San Francisco Firebells – No. 16
- First base
- Born: August 6, 2001 (age 25)
- Bats: SwitchThrows: Right

WPBL debut
- August 2, 2026, for the San Francisco Firebells
- Stats at Baseball Reference

Teams
- San Francisco Firebells (2026–present);

Medals
Women's baseball
Representing Canada
Women's Baseball World Cup
| Bronze medal – third place | 2024 Canada | Team |

= Andréanne Leblanc =

Canadian baseball player (born 2001)

Andréanne Leblanc (born August 6, 2001) is a Canadian professional baseball player. She currently plays first base for the San Francisco Firebells of the Women's Pro Baseball League.

== Early life ==

Leblanc is originally from Mont-Saint-Hilaire, Quebec and speaks both Canadian French and English.

== National career ==
Leblanc has played for the Quebec women's provincial baseball team since 2018. She was a member of the team when they won gold at the Baseball Canada Women's Championships in 2023 and 2024.

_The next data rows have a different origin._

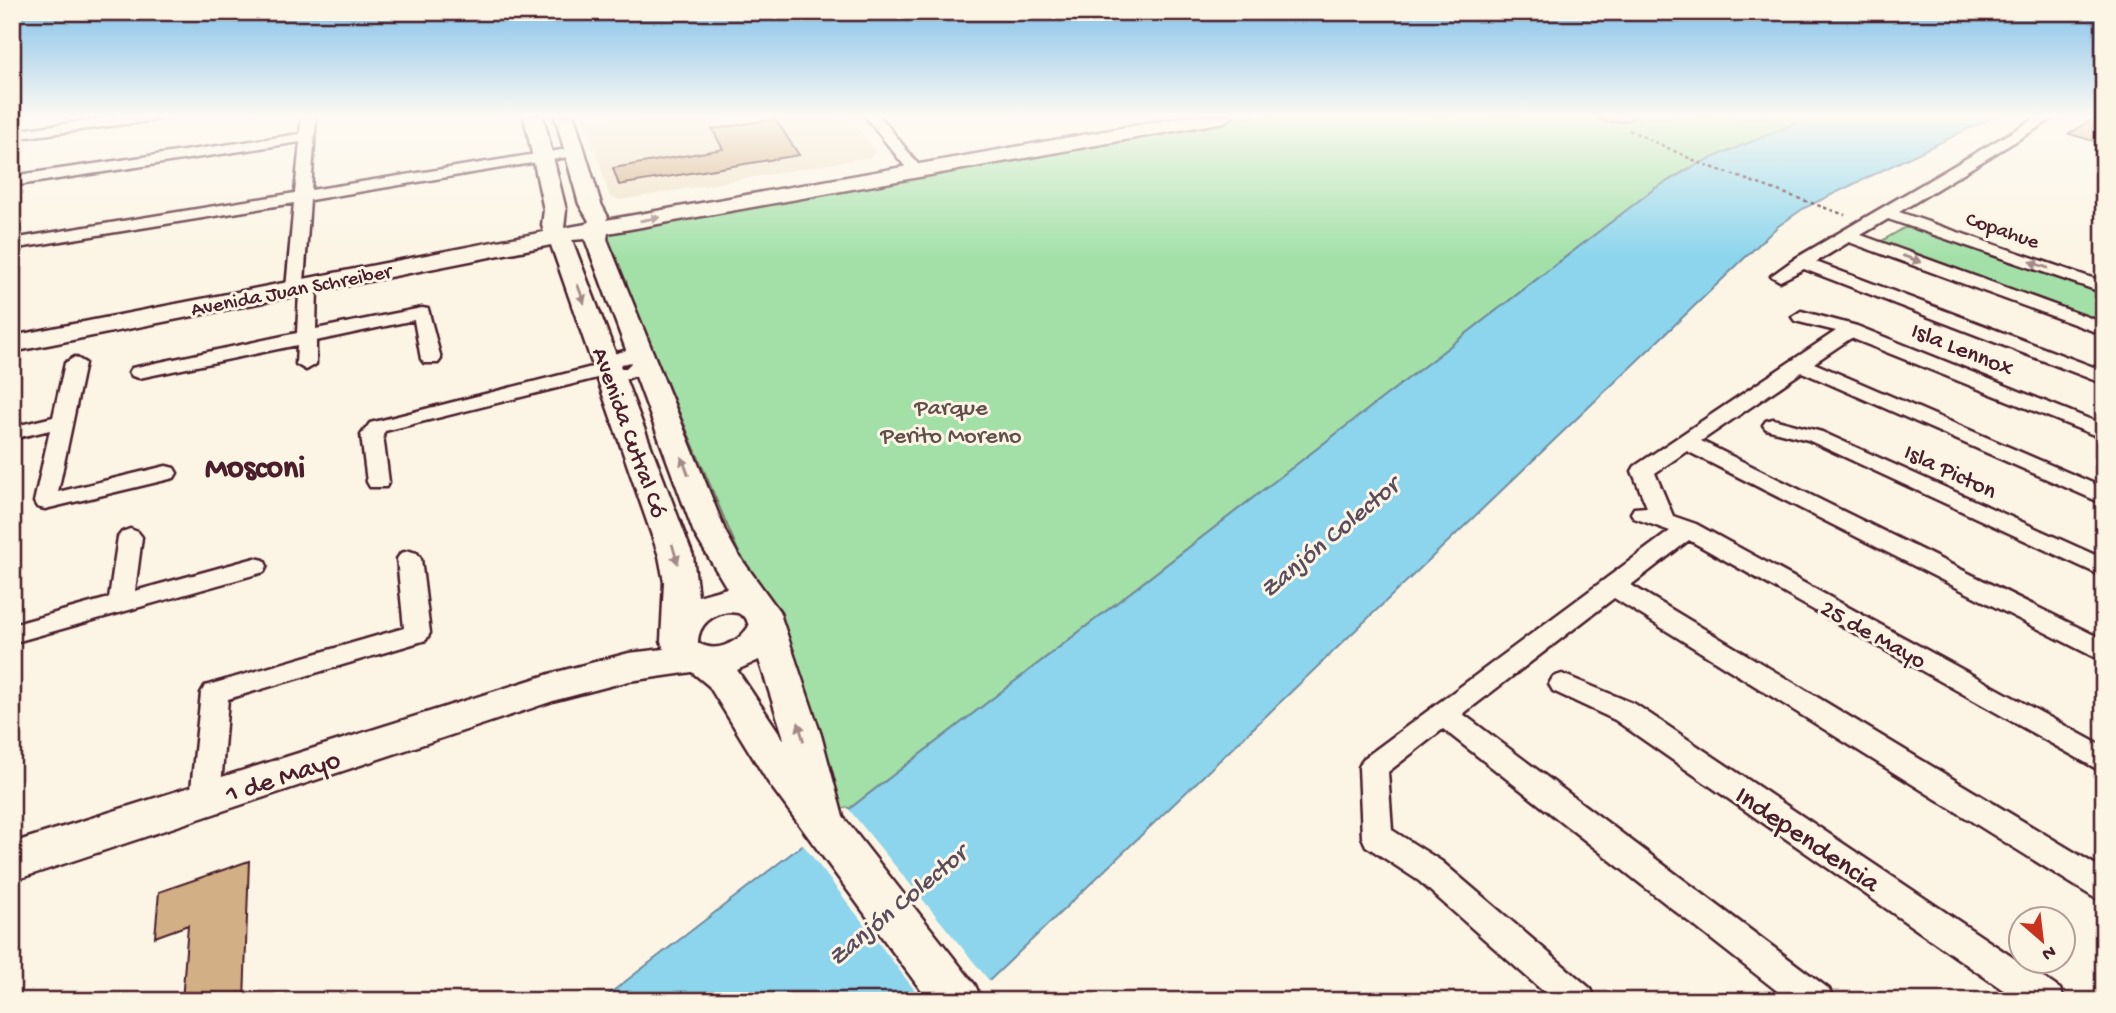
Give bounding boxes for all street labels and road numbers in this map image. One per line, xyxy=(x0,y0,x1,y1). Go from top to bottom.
street label: Copahue xyxy=(1962,208,2043,257)
street label: Avenida Juan Schreiber xyxy=(189,260,396,324)
street label: Isla Lennox xyxy=(1906,318,2018,385)
street label: Avenida Cutral Có xyxy=(583,344,672,522)
street label: Isla Picton xyxy=(1898,439,2001,508)
street label: 25 de Mayo xyxy=(1814,595,1930,677)
street label: 1 de Mayo xyxy=(221,744,345,813)
street label: Independencia xyxy=(1728,780,1886,902)

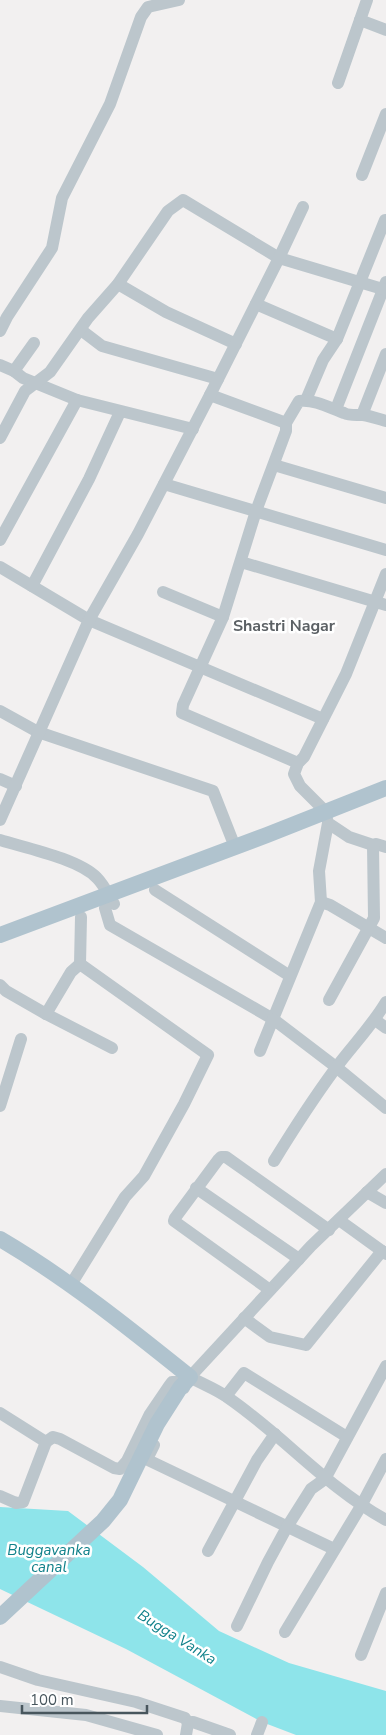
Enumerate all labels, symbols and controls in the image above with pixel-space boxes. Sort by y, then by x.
district label: Shastri Nagar [233,615,336,637]
water label: Buggavanka canal [7,1540,91,1577]
water label: Bugga Vanka [134,1605,220,1669]
scale bar [22,1682,148,1714]
text: 100 m [30,1690,74,1710]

== International career ==
Leblanc has played for the Canada women's national baseball team since 2024. In the 2024 Women's Baseball World Cup, she scored 7 runs batted in, tying with 2 other players for the most in the tournament, and won the bronze medal with the rest of the Canadian team.

== Professional career ==
In the 2025 WPBL draft, Leblanc was selected 32nd overall by WPBL San Francisco (later renamed the San Francisco Firebells).

On August 30, 2026, Leblanc hit both the first walk-off home run and the first grand slam in league history. She also lead the league in putouts, scoring 97 during the regular season.